7. En troisième lieu, il ressort des pièces du dossier que le préfet du Haut-Rhin a pris en compte la situation privée, professionnelle et familiale de M. D... et en particulier la présence de ses deux enfants sur le territoire français, avant de prononcer la décision litigieuse. Il a également relevé que le requérant ne pouvait prétendre à l'obtention d'un titre de séjour de plein droit. Par suite, le moyen tiré du défaut d'examen suffisamment approfondi de sa situation ne peut qu'être écarté.
8. En quatrième lieu, l'article 8 de la convention européenne de sauvegarde des droits de l'homme et des libertés fondamentales stipule que : " 1. Toute personne a droit au respect de sa vie privée et familiale (...) ". Aux termes du 7° de l'article L. 313-11 du code de l'entrée et du séjour des étrangers et du droit d'asile, dans sa rédaction alors applicable : " Sauf si sa présence constitue une menace pour l'ordre public, la carte de séjour temporaire portant la mention " vie privée et familiale " est délivrée de plein droit : (...) / 7° A l'étranger ne vivant pas en état de polygamie, qui n'entre pas dans les catégories précédentes ou dans celles qui ouvrent droit au regroupement familial, dont les liens personnels et familiaux en France, appréciés notamment au regard de leur intensité, de leur ancienneté et de leur stabilité, des conditions d'existence de l'intéressé, de son insertion dans la société française ainsi que de la nature de ses liens avec la famille restée dans le pays d'origine, sont tels que le refus d'autoriser son séjour porterait à son droit au respect de sa vie privée et familiale une atteinte disproportionnée au regard des motifs du refus, sans que la condition prévue à l'article L. 313-2 soit exigée. L'insertion de l'étranger dans la société française est évaluée en tenant compte notamment de sa connaissance des valeurs de la République (...) ".

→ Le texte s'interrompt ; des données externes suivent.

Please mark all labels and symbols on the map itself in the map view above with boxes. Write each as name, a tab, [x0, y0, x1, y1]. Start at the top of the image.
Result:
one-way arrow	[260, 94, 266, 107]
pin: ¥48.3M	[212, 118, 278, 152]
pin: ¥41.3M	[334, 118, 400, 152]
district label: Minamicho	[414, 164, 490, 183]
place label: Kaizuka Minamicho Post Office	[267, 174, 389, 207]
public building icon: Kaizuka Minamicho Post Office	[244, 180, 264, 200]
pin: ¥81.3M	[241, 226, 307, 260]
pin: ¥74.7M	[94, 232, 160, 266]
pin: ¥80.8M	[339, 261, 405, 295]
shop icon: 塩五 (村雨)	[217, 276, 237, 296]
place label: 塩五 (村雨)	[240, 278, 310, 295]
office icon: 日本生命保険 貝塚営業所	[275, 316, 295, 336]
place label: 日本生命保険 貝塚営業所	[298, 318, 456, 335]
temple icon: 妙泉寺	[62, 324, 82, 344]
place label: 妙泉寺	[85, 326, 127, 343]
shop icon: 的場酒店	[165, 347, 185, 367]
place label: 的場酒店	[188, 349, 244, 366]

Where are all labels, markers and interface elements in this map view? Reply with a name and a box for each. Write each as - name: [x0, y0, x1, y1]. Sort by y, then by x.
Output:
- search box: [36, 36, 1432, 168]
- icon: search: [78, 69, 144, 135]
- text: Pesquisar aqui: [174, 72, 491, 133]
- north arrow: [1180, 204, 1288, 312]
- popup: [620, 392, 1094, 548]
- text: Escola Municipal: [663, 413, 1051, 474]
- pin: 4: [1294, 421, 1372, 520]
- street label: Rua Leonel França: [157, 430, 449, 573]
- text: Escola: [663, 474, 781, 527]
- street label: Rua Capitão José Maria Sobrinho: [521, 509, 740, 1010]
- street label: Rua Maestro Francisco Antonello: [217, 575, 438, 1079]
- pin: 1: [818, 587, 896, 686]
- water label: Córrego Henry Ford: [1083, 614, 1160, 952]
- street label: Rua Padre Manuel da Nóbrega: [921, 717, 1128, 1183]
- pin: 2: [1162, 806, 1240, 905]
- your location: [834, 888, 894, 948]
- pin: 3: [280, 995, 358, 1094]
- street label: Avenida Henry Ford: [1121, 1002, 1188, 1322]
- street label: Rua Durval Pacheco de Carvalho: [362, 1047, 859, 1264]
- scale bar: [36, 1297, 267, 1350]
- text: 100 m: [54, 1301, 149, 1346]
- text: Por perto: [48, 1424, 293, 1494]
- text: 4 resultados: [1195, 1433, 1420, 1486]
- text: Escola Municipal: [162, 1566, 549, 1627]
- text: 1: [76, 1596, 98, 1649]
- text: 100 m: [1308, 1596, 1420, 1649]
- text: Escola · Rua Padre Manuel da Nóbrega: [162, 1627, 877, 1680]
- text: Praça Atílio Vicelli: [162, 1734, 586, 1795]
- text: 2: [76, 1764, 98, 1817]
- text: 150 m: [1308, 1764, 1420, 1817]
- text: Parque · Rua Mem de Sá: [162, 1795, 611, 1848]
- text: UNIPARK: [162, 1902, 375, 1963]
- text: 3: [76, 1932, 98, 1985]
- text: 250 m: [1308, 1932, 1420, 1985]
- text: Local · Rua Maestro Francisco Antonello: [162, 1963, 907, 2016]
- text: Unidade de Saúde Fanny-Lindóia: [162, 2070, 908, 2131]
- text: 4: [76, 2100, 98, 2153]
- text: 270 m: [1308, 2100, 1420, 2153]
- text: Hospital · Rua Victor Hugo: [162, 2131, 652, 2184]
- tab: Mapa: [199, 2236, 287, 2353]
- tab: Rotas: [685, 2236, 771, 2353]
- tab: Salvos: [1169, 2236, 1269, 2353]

9. Il ressort des pièces du dossier que M. D... est entré en France en décembre 2012 et justifiait ainsi d'une présence de sept ans sur le territoire français à la date de la décision litigieuse. Il s'est cependant maintenu en situation irrégulière après la décision portant refus de renouvellement de son titre de séjour et l'obligeant à quitter le territoire français du 23 avril 2018, devenue définitive. Il ressort également des pièces du dossier qu'à la date de la décision litigieuse, il était dépourvu d'emploi et n'avait pas de ressources propres. En outre, malgré la durée de sa présence en France et alors même qu'il a exercé un emploi de cariste de manière régulière de juin 2015 à juin 2018, il ne justifie d'aucune insertion professionnelle pérenne. Il ressort également des pièces du dossier qu'il s'est séparé de sa compagne, elle-même alors en situation irrégulière, après une vie commune de six mois. S'il a reconnu les deux filles jumelles de cette dernière, nées le 27 mars 2018, il ne ressort pas des pièces du dossier qu'il vit avec elles ou contribue à leur entretien et à leur éducation. Il ne fournit aucun élément sur la nature de ses relations avec ses deux filles. Par ailleurs, M. D... a été interpellé, le 27 décembre 2018, pour des faits de violence aggravée et menaces de mort sur son ancienne compagne, pour lesquels il a d'ailleurs été condamné à une peine d'emprisonnement de six mois avec sursis par un jugement du tribunal correctionnel de Mulhouse du 14 février 2020, certes postérieur à la décision litigieuse, mais qui établit toutefois la réalité de ces faits. Il ressort enfin des pièces du dossier que M. D... a une compagne et deux enfants dans son pays d'origine. Par suite, la décision portant obligation de quitter le territoire français ne porte pas, au regard de ses objectifs, une atteinte disproportionnée au droit du requérant à une vie privée et familiale normale, garanti notamment par l'article 8 de la convention européenne de sauvegarde des droits de l'homme et des libertés fondamentales. Pour les mêmes motifs, le requérant n'est pas fondé à soutenir qu'une carte de séjour temporaire portant la mention " vie privée et familiale " aurait dû lui être délivrée de plein droit en application du 7° de l'article L. 313-11 du code de l'entrée et du séjour des étrangers et du droit d'asile, dans sa rédaction alors applicable, faisant ainsi obstacle à ce que soit prise la mesure d'éloignement contestée.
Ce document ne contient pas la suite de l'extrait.